Jean-Philippe Rameau and Claude Debussy were both French.
In my mind, that’s about the only thing they have in common. You’ll soon find out why.
But in Víkingur Ólafsson’s mind, Rameau and Debussy have an intimate connection – despite the almost 200 years between them.
And Ólafsson is one of the hottest new piano virtuosos right now. So his opinion is worth a lot more than mine. Moreover, he enforced it by recording an album that illustrates that connection.
Debussy – Rameau is not the most imaginatively named record of the year. You wouldn’t suspect that this is a ‘concept album’: Ólafsson carefully chose and arranged the tracks so the whole would be greater than the sum of the parts.
There’s an idea that he wants to convey:
“make [Rameau and Debussy] into musical friends and create a dialogue that might show Rameau in a futuristic light, and find Debussy’s deep roots in the French Baroque”
Does he succeed? Certainly, his interpretation of Rameau was an ear-opener to me.
Maybe it’s because I only knew his keyboard works from harpsichord performances.
Maybe because he literally wrote the rule book of tonal harmony.
Maybe because of the schoolmasterish air that exudes from his portraits.
The fact is I never realized how emotional and intense Rameau’s music can be.
Jolts of pleasure
This intensity of Rameau’s music is exactly what Ólafsson makes clear. Not by adding pathos or making grand gestures. But by charging the music with palpable tension.

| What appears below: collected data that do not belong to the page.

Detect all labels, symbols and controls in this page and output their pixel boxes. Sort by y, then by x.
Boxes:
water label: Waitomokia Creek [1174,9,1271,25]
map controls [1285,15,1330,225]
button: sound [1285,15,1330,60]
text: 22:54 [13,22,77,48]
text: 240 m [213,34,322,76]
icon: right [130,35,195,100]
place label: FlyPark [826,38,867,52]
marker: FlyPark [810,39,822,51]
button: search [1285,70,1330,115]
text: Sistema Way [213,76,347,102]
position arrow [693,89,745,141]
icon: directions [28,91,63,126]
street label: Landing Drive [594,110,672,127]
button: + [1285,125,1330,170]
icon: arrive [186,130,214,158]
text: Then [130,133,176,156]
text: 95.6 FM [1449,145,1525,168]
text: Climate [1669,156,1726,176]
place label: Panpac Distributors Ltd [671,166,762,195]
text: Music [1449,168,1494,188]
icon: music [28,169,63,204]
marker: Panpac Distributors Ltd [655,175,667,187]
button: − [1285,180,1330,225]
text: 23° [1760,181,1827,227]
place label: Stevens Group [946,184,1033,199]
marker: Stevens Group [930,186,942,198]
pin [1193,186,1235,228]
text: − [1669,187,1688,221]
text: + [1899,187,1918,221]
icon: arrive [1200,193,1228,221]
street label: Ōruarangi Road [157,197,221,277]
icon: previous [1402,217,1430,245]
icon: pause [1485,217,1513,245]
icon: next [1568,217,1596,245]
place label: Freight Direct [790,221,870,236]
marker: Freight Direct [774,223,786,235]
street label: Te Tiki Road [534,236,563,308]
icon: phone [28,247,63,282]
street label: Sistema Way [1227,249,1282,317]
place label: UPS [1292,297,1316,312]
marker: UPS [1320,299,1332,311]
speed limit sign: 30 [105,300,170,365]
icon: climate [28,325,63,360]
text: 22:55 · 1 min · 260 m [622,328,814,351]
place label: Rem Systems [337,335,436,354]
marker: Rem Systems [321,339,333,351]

From the very first note of every one of these little pieces, you get the feeling that there’s a massive amount of sadness, joy, melancholy, rage … bubbling beneath the surface.
Sometimes it makes a ripple in the neatly woven musical canvas: an ornamental figure drawing attention to itself, an accompanying melody in one of the middle voices making a bold statement.
Thanks to Ólafsson transparent and sensitive style, none of these details go unnoticed. And each one rewards the listener with a little jolt of pleasure.
I like it, is what I’m trying to say. And I understand how this ‘impressionistic’ Rameau would pair well with his compatriote from almost two centuries later.
Even if that’s a connection I don’t feel …
Moments of irritation
I can only assume that Ólafsson’s interpretation of Debussy is just as good. Because I’m convinced that the only thing a skilled pianist needs in order to give an adequate Debussy performance is a functioning sustain pedal.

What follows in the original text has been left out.